“O Mrs Dolly! what was his favourite oath?”
“I do not see, my dear, that it would do you any good to know it. Well, the Bible, as matters went, was not to be had. King, Queen, chaplain, and courtiers, there was not a man nor woman at the table that owned to possessing a Bible.”
“How shocking!” said Phoebe, under her breath.
“Very shocking, my dear,” assented Mrs Dorothy. “But all at once my Lord Rochester cries out, ‘Please your Majesty, I’ll lay you forty shillings there’s one man in this palace that has a Bible! He cut me short for swearing in the yard a month since. That’s old David, your Majesty’s Scots cook. If you’ll send for him—’ ‘Done!’ says the King. ‘Killigrew, root out old Davie, and tell him to come here, and bring his Bible with him.’ So away went Mr Killigrew, the King’s favourite page; and ere long back he comes, and old Davie with him, and under Davie’s arm a great brown book. ‘Here he is, Sire, Bible and all!’ says Mr Killigrew. ‘Come forward, Davie, and be hanged!’ says the King. ‘I’ll come forward, Sire, at your Majesty’s bidding,’ says Davie, ‘and gin ye order it, and I ha’e deservit it, I can be hangit,’ saith he, mighty dry; ’but under your Majesty’s pleasure I’ll just tak’ the liberty to ask, Sire, what are ye wantin’ wi’ the Buik?”

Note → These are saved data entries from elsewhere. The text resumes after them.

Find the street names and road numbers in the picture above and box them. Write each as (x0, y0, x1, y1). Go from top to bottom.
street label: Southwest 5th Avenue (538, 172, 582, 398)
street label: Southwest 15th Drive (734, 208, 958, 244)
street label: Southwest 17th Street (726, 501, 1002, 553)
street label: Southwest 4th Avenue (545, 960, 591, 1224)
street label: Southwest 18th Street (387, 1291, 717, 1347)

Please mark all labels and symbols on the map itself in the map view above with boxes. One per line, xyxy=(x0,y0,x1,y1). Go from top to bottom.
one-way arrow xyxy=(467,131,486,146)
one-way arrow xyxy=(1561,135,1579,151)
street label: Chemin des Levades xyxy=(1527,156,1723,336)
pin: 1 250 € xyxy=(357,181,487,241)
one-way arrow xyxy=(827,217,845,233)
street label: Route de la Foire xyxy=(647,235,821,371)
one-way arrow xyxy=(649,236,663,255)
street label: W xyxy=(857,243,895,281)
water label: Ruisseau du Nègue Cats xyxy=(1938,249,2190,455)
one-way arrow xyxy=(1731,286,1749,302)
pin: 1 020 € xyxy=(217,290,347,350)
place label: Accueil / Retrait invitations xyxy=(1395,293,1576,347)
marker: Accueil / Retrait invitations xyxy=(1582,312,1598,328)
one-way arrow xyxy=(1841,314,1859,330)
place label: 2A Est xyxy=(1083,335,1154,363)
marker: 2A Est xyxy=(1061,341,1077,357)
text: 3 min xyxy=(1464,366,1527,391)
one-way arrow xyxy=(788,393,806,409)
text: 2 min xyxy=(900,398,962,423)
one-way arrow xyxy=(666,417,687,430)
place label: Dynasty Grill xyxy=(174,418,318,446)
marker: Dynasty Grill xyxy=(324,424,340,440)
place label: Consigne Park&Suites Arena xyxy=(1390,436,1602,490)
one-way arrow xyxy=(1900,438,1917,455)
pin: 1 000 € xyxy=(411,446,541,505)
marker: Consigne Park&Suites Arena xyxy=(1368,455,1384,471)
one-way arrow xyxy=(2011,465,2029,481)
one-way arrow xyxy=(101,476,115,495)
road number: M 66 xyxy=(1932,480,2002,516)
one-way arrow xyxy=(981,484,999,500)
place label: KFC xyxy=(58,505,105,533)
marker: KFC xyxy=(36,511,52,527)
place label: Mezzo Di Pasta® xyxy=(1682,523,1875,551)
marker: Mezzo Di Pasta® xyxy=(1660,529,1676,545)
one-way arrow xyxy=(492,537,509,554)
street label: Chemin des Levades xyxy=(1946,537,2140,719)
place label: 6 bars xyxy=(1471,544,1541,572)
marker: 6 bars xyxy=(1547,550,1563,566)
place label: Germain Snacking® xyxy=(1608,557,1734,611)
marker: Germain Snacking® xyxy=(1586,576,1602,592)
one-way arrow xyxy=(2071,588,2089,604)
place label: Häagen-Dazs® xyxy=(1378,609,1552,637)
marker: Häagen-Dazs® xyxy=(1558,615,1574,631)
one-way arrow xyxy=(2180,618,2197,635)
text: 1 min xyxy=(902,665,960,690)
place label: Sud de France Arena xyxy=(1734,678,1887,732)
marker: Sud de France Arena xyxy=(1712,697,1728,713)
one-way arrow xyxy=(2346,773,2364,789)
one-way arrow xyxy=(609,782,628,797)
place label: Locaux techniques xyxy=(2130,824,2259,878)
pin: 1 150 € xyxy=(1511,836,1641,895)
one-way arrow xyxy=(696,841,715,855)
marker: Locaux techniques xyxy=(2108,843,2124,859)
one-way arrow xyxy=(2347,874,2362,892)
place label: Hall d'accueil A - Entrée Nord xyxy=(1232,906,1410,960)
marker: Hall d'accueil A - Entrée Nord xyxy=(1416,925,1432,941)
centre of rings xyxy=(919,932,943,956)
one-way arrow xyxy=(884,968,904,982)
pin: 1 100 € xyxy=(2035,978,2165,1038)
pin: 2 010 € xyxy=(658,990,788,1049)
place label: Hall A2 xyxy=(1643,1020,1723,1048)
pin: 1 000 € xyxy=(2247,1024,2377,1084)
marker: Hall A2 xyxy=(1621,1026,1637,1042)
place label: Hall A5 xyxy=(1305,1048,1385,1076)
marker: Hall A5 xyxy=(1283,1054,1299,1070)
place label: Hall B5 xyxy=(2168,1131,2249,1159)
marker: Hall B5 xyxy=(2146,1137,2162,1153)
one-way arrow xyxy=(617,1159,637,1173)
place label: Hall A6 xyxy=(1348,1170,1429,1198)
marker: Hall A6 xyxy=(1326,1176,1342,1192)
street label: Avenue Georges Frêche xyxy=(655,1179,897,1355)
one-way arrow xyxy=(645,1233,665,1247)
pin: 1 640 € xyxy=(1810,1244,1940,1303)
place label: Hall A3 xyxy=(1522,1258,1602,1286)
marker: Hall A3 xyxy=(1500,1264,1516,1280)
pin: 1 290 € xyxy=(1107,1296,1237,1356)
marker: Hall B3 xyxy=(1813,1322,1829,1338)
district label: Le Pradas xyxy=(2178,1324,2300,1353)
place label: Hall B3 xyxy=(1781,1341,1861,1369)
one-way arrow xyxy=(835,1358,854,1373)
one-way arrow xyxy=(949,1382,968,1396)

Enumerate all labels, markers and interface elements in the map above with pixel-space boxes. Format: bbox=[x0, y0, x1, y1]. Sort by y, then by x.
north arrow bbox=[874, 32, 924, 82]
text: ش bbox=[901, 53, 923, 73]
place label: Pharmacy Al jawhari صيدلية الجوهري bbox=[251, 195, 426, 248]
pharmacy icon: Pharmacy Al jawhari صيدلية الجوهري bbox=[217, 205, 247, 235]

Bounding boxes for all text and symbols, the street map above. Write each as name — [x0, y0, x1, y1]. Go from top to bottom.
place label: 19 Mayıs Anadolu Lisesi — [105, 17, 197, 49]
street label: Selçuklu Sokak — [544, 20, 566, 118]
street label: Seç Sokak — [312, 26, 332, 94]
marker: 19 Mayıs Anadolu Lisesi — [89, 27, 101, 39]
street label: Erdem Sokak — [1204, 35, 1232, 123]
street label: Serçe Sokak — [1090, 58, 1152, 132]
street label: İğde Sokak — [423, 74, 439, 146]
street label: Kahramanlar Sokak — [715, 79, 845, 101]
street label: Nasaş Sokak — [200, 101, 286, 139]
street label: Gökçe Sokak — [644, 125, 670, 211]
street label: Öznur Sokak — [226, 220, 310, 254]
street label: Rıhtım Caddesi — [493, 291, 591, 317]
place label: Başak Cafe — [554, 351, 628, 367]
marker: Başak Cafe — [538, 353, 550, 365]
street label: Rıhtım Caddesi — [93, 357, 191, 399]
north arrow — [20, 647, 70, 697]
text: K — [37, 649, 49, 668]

“Oh, how queer you talk, Mrs Dolly!”
“As David talked, my dear. He was a Scot, you know. Well, the King gave a hearty laugh; and says he, ‘Oh, come forward, Davie, and fear nothing. We’ll not hang you, and we want no hurt to your darling book.’ ‘Atweel, Sire,’ says Davie, ‘and I’d ha’e been gey sorry gin ye had meant to hurt my buik, seein’ it was my mither’s, and I set store by it for her sake; but trust me, Sire, I’d ha’e been a hantle sorrier gin ye had meant onie disrespect to the Lord’s Buik. I’ll no stand by, wi’ a’ honour to your Majesty, an’ see I lichtlied.’”
“What does that mean, Mrs Dolly?”
“Set light by, my dear. Well, the King laughed again, but I think Davie’s words a little sobered him, for he spoke kindly enough, that no harm should be done, nor was any disrespect intended; ‘but,’ saith he, ‘my Lord Rochester and I fell a-disputing if certain words were in the Bible or no; and as you are the only man here like to have one, I sent for you.’ Davie looks, quiet enough, round all the table; and he says, under his breath, ‘The only man here like to have a Bible! Ay, your Majesty, I ken weel eneuch that I ha’e my habitation among the tents o’ Kedar. Atweel, Sire, an’ I’ll be pleasit to answer onie sic question, gin ye please to tell me the words.’ My Lord Rochester saith, ‘“Wine, which cheereth God and man.” Are such words as those in the Bible, David?’ Neither yea nor nay said old Davie: but he turned over the leaves of his Bible for a moment, and then, clearing his voice, and first doffing his cook’s cap (which he had but lifted a minute for the King), he read from the Book of Judges, Jotham’s parable of the trees. ’Twas a little while ere any spoke: then said the Queen’s chaplain, swearing a great oath, that he could not but be infinitely surprised to find there to be such words in the Bible.”
“O Mrs Dolly! a parson to swear!”
“There are different sorts of parsons, my dear. But old David thought it shocking, for he turns round to the chaplain, and saith he, ‘Your pardon, Mr Howard, but gin ye’d give me leave, I’d be pleasit to swear the neist oath for ye. It would sound rather better, ye ken, for a cook than a chaplain.’ ‘Hurrah!’ says the King, swearing himself, ‘the sprightliest humour I heard of a long time! Pray you, silence, and hear old Davie swear!’ ‘I see nothing to swear anent the now, an’ it please your Majesty,’ says Davie, mighty dry again: ‘when I do, your Majesty’ll be sure to hear it.’ The King laughed heartily, for he took Davie right enough, though I saw some look puzzled. Of course he never would see reason to do a sinful thing. But a new thought had come into the King’s head, and he turns quick to Mr Howard, and desires that he would give exposition of the words that Davie had read. ‘You ought to know what they mean, if we don’t, poor sinners,’ saith the King. ‘I protest, Sire,’ saith the chaplain, ‘that I cannot so much as guess what they mean.’ ‘Now then, David the divine,’ cries my Lord Rochester, ‘your exposition, if you please.’ And some of the courtiers, that by this time were not too sober, drummed on the table with glasses, and shouted for David’s sermon.”